For the entries below, the expected answer is the line with "I am building a map index. Build", the line with "Quick job: Dump", and every line between them, exactly as written, and nothing more.

Stored data entries
——————
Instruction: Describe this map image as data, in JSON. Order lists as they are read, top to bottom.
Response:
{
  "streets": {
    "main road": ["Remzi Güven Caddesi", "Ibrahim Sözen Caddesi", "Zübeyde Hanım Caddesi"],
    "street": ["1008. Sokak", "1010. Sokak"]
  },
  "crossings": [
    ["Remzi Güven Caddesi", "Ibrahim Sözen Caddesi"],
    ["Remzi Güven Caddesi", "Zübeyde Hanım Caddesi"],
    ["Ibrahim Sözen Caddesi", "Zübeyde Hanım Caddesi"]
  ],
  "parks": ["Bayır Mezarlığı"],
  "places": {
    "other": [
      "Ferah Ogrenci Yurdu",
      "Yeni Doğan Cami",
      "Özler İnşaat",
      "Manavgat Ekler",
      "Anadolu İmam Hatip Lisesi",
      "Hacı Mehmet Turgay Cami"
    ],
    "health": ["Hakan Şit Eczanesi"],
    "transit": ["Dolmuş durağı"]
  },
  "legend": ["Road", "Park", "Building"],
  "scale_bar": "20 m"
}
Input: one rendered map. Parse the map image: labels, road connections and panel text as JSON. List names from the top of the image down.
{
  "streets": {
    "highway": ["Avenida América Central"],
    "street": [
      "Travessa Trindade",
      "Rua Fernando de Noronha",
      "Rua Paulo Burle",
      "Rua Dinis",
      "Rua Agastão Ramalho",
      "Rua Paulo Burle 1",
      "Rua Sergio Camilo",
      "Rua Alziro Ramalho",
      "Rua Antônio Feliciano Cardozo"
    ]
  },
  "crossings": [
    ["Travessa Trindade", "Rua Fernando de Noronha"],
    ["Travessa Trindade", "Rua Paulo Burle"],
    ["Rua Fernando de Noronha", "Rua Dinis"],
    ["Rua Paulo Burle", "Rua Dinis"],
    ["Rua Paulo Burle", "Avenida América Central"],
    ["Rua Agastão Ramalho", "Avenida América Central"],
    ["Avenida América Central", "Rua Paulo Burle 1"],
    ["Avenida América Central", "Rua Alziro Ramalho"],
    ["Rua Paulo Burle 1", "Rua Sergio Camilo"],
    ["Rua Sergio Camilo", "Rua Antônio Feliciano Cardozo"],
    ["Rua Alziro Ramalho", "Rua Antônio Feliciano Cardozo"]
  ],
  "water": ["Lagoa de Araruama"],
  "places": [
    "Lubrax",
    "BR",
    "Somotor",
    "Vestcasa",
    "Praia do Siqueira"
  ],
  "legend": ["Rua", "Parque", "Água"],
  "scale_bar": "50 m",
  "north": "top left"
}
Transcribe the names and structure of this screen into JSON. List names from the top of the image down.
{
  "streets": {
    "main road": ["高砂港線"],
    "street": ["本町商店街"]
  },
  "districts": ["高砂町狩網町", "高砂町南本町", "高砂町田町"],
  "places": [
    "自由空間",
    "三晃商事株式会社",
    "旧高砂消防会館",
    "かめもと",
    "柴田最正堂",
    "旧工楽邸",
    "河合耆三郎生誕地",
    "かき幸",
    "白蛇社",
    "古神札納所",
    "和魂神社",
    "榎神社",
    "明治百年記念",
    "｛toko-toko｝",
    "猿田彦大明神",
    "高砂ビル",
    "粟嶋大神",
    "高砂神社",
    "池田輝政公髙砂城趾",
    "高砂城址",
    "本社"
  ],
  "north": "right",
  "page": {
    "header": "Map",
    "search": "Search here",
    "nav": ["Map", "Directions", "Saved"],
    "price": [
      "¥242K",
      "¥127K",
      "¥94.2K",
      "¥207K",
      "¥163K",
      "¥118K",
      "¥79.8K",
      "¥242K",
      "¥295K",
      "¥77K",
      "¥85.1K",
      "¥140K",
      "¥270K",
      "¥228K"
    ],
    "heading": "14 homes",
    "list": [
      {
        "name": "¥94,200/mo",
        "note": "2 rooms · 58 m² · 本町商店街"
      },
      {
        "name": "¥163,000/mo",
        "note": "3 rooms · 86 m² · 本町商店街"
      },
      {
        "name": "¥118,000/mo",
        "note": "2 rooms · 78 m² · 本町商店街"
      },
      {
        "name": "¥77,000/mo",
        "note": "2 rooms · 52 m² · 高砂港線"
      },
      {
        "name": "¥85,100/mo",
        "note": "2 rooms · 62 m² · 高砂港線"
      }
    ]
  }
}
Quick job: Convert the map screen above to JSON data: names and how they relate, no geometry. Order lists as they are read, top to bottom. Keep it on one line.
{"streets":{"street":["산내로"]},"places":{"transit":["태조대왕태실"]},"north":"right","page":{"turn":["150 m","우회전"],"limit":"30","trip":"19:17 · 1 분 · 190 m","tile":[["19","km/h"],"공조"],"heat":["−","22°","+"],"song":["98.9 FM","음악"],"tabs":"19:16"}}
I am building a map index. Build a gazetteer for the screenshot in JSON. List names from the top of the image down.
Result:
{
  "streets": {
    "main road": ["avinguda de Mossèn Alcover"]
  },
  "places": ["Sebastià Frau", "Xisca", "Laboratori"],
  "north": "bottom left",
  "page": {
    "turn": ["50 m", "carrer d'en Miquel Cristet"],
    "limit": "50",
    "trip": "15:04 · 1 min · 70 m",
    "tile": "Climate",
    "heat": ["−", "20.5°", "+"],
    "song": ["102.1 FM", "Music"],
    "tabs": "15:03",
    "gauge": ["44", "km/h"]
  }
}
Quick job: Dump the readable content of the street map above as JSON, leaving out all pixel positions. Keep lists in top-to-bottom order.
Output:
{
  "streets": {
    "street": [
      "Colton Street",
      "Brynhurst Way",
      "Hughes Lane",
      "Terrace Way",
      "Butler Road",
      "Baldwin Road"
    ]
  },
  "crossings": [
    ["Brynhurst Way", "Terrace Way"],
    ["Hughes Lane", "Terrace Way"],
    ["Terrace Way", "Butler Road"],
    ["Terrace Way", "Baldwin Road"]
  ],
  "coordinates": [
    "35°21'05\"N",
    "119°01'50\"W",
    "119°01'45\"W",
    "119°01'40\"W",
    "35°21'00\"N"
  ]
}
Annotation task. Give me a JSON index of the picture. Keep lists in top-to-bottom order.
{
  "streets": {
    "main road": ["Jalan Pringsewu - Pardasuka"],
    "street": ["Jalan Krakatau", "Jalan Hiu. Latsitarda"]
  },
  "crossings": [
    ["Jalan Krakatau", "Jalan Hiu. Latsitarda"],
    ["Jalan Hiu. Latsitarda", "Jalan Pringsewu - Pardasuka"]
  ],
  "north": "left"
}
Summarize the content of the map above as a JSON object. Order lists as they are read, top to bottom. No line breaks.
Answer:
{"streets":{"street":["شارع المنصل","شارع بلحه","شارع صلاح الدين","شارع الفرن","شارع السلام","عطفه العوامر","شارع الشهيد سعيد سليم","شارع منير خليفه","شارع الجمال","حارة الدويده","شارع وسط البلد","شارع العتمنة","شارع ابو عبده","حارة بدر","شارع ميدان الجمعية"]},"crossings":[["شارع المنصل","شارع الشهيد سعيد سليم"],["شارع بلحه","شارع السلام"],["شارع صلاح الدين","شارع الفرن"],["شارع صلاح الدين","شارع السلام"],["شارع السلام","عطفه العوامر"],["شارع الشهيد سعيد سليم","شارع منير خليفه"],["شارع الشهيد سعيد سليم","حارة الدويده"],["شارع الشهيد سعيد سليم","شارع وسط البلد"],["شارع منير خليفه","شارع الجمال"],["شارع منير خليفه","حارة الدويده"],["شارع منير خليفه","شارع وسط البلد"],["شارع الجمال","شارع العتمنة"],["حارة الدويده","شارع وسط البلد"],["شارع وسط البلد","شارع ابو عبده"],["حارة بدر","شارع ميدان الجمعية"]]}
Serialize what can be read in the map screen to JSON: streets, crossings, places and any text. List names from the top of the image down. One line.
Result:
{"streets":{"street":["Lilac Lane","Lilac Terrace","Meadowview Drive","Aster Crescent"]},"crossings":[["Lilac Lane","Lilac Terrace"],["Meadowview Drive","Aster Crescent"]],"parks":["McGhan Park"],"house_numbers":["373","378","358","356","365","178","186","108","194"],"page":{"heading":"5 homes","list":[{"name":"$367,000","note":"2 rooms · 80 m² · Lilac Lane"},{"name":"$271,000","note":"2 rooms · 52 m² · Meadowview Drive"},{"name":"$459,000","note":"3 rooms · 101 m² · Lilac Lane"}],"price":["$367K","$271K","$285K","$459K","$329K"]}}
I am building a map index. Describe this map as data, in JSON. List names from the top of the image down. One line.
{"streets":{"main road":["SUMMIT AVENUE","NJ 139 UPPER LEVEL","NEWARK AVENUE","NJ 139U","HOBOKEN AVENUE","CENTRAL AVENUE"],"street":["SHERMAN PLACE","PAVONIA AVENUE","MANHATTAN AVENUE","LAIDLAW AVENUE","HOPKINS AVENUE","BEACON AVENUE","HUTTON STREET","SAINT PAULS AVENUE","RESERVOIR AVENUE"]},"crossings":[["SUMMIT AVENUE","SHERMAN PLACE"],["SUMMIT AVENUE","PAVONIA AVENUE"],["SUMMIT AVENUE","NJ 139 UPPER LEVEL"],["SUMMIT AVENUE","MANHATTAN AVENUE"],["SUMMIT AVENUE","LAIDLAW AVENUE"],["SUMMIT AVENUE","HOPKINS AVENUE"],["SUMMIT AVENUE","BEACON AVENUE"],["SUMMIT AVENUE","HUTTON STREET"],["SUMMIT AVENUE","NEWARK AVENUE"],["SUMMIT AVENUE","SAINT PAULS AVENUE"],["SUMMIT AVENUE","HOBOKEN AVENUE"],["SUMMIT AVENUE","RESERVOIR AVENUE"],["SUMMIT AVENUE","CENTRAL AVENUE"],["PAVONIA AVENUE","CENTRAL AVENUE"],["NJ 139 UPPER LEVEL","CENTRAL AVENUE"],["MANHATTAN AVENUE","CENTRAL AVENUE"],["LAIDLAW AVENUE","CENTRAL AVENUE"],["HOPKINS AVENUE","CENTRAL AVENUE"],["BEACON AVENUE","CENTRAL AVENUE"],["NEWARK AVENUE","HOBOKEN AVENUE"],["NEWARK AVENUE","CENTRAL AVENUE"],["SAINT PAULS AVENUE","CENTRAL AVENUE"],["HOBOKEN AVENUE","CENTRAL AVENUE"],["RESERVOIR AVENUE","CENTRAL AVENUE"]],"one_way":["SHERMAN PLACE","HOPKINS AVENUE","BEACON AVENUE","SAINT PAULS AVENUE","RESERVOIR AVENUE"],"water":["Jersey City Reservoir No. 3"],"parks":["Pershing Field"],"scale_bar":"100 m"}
——————
• [TASK SOLUTION]:
I am building a map index. Build a gazetteer for the screenshot in JSON. List names from the top of the image down.
Result:
{
  "streets": {
    "main road": ["avinguda de Mossèn Alcover"]
  },
  "places": ["Sebastià Frau", "Xisca", "Laboratori"],
  "north": "bottom left",
  "page": {
    "turn": ["50 m", "carrer d'en Miquel Cristet"],
    "limit": "50",
    "trip": "15:04 · 1 min · 70 m",
    "tile": "Climate",
    "heat": ["−", "20.5°", "+"],
    "song": ["102.1 FM", "Music"],
    "tabs": "15:03",
    "gauge": ["44", "km/h"]
  }
}
Quick job: Dump the readable content of the street map above as JSON, leaving out all pixel positions. Keep lists in top-to-bottom order.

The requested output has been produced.